On his way to testify Wednesday before the House Energy and Commerce Committee's subcommittee on oversight and investigations, American Petroleum Institute economist John C. Felmy said the price-gouging legislation was "of grave concern."
"It is so vaguely written in terms of what is price gouging and has such onerous penalties that we are very concerned that it could have unintended consequences," Felmy said. Gasoline suppliers, uncertain about their ability to raise prices, "might just shut down."
For the moment, however, business is too good for that. After years of being a low-margin business with lots of regulatory hassles, oil refining has become lucrative. Eitan Bernstein, oil analyst with the investment bank Friedman, Billings, Ramsey, wrote last month that "refining margins have pushed to new highs" in the first quarter, averaging $15.75 a barrel, about 30 percent more than last year. He increased earnings estimates for U.S. refiners.
Democrats say that a series of oil mergers in recent years gave big companies the market power to drive up those margins.
Oil executives disagree. "I would beg to differ about whether this is a question of industry concentration and instead a factor of supply-and-demand economics," said David Sexton, president of Shell Oil Products.
The other part of the Democrats' strategy involves standing up to Big Auto, not Big Oil. The Senate, with broad Republican support, is poised to mandate a 10-miles-per-gallon increase in fuel efficiency for new vehicles over the next 10 years.

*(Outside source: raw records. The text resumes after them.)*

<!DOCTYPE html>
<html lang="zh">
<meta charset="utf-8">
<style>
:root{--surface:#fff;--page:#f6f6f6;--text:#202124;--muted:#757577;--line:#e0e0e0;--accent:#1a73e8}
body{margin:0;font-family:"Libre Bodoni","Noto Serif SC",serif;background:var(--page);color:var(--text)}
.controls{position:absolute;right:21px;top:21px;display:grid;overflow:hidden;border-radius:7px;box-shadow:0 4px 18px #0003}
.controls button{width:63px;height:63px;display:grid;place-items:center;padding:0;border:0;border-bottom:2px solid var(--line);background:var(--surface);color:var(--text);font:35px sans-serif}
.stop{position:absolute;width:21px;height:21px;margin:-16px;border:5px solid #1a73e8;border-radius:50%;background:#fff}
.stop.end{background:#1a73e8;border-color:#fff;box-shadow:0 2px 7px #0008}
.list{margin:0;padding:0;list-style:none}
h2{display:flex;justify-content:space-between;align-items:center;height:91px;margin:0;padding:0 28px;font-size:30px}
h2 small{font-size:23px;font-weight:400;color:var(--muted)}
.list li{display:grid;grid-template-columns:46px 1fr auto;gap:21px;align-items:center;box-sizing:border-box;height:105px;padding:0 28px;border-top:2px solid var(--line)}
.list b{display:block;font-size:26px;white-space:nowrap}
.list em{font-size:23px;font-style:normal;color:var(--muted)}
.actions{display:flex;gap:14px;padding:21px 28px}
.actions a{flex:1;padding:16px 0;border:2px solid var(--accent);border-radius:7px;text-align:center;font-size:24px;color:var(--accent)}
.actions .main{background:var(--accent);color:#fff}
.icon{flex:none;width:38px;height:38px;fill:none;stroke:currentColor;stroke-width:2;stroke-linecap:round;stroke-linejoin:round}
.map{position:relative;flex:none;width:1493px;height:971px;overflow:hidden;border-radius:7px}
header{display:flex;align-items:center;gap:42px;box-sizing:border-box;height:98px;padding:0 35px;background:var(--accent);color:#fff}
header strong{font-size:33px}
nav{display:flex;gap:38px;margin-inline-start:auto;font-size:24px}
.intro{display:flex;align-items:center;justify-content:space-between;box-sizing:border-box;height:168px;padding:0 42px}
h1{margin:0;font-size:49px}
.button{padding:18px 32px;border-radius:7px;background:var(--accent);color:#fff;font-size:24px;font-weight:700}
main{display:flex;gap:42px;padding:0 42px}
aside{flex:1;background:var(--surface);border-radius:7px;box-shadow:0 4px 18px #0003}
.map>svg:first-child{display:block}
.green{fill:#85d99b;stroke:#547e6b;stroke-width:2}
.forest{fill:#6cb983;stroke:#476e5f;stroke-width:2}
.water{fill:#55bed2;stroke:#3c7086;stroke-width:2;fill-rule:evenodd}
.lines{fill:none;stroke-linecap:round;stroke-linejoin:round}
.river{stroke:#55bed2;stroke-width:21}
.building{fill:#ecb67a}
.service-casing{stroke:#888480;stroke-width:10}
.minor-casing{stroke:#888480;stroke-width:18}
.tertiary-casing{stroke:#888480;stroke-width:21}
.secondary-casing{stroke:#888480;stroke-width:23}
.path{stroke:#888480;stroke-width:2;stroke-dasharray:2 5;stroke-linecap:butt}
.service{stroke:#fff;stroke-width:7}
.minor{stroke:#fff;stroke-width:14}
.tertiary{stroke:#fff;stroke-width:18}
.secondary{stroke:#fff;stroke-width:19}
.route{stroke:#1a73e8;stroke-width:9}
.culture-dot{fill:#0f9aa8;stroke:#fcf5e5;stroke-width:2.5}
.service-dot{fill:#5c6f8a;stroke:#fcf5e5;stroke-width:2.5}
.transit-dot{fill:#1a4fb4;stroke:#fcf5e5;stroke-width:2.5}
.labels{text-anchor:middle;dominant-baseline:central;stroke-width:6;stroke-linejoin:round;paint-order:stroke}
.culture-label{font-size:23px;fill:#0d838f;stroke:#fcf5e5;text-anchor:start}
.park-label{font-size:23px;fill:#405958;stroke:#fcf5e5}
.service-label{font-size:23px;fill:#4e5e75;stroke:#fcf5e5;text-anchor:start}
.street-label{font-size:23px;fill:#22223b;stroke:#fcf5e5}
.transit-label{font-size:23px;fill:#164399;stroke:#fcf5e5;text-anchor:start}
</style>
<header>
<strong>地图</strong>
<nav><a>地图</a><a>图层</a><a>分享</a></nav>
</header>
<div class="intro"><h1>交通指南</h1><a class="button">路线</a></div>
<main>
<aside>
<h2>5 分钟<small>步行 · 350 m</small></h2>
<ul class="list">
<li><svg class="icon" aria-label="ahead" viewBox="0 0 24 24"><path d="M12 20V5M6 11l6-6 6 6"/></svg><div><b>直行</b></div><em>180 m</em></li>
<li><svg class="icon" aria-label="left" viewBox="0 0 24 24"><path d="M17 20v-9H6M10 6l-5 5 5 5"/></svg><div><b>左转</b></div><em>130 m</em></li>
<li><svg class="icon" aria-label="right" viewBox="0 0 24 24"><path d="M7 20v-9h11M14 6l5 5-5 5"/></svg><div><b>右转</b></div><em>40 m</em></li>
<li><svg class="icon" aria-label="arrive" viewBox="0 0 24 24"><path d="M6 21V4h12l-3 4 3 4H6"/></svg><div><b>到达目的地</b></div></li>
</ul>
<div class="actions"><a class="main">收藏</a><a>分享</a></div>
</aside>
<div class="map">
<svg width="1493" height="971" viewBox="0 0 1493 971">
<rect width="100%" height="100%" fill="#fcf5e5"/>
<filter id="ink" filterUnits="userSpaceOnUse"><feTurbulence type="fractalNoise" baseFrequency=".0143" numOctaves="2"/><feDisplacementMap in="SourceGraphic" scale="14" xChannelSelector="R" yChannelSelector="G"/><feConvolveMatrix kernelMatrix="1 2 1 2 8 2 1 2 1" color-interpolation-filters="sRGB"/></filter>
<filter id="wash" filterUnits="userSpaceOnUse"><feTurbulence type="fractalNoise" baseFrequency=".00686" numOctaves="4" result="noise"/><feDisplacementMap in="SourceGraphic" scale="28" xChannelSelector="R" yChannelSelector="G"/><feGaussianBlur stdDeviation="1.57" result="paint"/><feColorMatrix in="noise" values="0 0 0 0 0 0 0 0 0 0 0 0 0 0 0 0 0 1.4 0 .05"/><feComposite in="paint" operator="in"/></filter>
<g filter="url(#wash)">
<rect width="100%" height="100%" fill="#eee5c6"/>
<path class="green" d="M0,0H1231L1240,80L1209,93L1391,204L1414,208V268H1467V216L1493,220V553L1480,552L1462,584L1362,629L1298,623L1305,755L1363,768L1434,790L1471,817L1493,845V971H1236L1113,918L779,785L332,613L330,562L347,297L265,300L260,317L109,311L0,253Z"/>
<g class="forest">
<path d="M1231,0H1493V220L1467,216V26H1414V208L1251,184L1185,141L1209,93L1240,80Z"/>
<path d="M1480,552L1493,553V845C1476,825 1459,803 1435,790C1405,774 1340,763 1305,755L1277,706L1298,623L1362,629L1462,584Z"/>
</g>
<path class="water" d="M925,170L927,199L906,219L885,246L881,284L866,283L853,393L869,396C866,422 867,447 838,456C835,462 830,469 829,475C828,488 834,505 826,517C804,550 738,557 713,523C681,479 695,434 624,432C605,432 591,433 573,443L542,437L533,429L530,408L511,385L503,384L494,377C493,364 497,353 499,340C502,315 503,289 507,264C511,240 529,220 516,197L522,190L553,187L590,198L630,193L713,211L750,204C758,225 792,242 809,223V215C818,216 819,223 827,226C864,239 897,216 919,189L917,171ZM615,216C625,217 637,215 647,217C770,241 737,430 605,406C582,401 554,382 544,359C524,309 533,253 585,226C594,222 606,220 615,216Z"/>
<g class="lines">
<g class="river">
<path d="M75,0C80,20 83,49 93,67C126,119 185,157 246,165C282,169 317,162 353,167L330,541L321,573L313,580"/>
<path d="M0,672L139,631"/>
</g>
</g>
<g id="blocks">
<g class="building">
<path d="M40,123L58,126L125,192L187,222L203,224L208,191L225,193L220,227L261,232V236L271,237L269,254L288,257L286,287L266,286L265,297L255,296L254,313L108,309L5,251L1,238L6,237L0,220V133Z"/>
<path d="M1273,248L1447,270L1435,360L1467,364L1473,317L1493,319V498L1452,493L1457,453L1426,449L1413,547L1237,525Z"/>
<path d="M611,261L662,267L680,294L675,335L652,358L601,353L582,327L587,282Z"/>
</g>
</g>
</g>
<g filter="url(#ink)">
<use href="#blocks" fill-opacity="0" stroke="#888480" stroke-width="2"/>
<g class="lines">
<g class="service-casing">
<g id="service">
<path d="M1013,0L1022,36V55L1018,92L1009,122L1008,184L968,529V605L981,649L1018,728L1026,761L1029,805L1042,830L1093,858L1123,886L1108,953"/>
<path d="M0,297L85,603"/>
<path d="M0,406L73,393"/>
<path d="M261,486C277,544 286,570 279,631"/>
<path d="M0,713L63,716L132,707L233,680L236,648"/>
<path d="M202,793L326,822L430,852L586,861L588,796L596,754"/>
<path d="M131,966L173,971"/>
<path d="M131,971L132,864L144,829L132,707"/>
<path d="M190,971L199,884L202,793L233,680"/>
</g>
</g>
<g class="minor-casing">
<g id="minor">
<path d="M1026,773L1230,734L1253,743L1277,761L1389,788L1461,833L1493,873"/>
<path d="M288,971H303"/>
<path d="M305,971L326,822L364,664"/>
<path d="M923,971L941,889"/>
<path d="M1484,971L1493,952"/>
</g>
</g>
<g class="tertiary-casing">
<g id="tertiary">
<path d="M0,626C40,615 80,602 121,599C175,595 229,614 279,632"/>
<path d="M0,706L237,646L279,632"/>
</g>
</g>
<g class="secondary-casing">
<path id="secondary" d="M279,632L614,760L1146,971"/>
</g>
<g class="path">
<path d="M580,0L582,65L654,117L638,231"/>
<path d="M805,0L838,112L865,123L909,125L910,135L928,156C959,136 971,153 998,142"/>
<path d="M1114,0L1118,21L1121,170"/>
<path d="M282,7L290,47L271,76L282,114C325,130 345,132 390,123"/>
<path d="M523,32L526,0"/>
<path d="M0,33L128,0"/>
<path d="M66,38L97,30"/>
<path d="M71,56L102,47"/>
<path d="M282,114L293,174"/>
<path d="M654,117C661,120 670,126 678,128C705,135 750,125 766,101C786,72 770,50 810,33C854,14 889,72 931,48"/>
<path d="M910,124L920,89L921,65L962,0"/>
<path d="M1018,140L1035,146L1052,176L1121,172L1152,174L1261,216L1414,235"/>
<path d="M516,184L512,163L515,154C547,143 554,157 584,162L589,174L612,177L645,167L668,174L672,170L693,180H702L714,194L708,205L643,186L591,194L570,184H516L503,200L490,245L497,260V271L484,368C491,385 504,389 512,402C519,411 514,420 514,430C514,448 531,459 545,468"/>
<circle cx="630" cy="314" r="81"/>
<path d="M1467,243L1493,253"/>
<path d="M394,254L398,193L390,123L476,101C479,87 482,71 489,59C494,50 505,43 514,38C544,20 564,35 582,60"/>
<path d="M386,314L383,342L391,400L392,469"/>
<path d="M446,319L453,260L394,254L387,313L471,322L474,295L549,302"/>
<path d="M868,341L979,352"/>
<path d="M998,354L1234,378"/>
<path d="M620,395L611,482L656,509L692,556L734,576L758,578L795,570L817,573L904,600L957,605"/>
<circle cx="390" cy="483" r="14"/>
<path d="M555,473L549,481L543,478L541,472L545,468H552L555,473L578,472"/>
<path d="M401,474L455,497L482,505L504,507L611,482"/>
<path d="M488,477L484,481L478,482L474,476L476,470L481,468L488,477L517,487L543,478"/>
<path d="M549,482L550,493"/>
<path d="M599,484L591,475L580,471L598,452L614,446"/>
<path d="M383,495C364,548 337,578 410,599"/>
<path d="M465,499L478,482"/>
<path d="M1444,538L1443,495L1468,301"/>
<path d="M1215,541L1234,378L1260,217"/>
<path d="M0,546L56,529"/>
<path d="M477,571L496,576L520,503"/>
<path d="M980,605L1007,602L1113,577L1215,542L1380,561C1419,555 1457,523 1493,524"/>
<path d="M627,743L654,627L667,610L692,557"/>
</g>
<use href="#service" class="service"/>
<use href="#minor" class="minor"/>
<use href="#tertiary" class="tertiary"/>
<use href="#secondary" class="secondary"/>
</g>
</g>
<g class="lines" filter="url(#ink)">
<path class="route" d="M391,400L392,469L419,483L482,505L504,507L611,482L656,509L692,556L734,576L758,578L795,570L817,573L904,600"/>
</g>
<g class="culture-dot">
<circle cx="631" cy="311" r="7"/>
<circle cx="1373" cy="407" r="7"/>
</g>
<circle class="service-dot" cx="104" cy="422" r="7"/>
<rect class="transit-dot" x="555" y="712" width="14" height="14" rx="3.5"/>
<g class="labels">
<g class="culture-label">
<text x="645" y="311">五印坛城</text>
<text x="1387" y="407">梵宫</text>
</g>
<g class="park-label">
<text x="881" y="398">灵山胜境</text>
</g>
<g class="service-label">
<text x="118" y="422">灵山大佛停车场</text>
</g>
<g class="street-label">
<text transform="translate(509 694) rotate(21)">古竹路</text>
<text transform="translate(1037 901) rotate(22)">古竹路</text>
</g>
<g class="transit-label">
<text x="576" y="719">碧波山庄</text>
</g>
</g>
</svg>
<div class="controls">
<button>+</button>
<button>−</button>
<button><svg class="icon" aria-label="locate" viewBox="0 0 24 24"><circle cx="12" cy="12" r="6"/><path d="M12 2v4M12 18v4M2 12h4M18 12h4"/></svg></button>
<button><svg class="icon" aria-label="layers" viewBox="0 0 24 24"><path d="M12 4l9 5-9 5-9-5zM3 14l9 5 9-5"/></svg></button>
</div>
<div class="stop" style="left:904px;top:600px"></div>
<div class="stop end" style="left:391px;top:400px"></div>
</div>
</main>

But oil experts say that such measures won't lower gasoline prices. "This is the usual song and dance that politicians feel the need to go through when prices go up," said Severin Borenstein, director of the University of California Energy Institute.
Borenstein said the proposed boost in fuel efficiency standards was "so modest that it sort of makes a joke of any real attempts to deal with either climate change or our growing demand for oil." He said that the increase in mileage standards would not be enough to offset the growth in demand as the economy and population grow.
While the half-dozen Democratic senators stood on Wednesday in front of the Exxon station near the Capitol, Joseph Rohayem, part owner of the station, sat inside behind the cash register.
"It's hard to tell who can control the prices," Rohayem said. "We do our best to stay in business."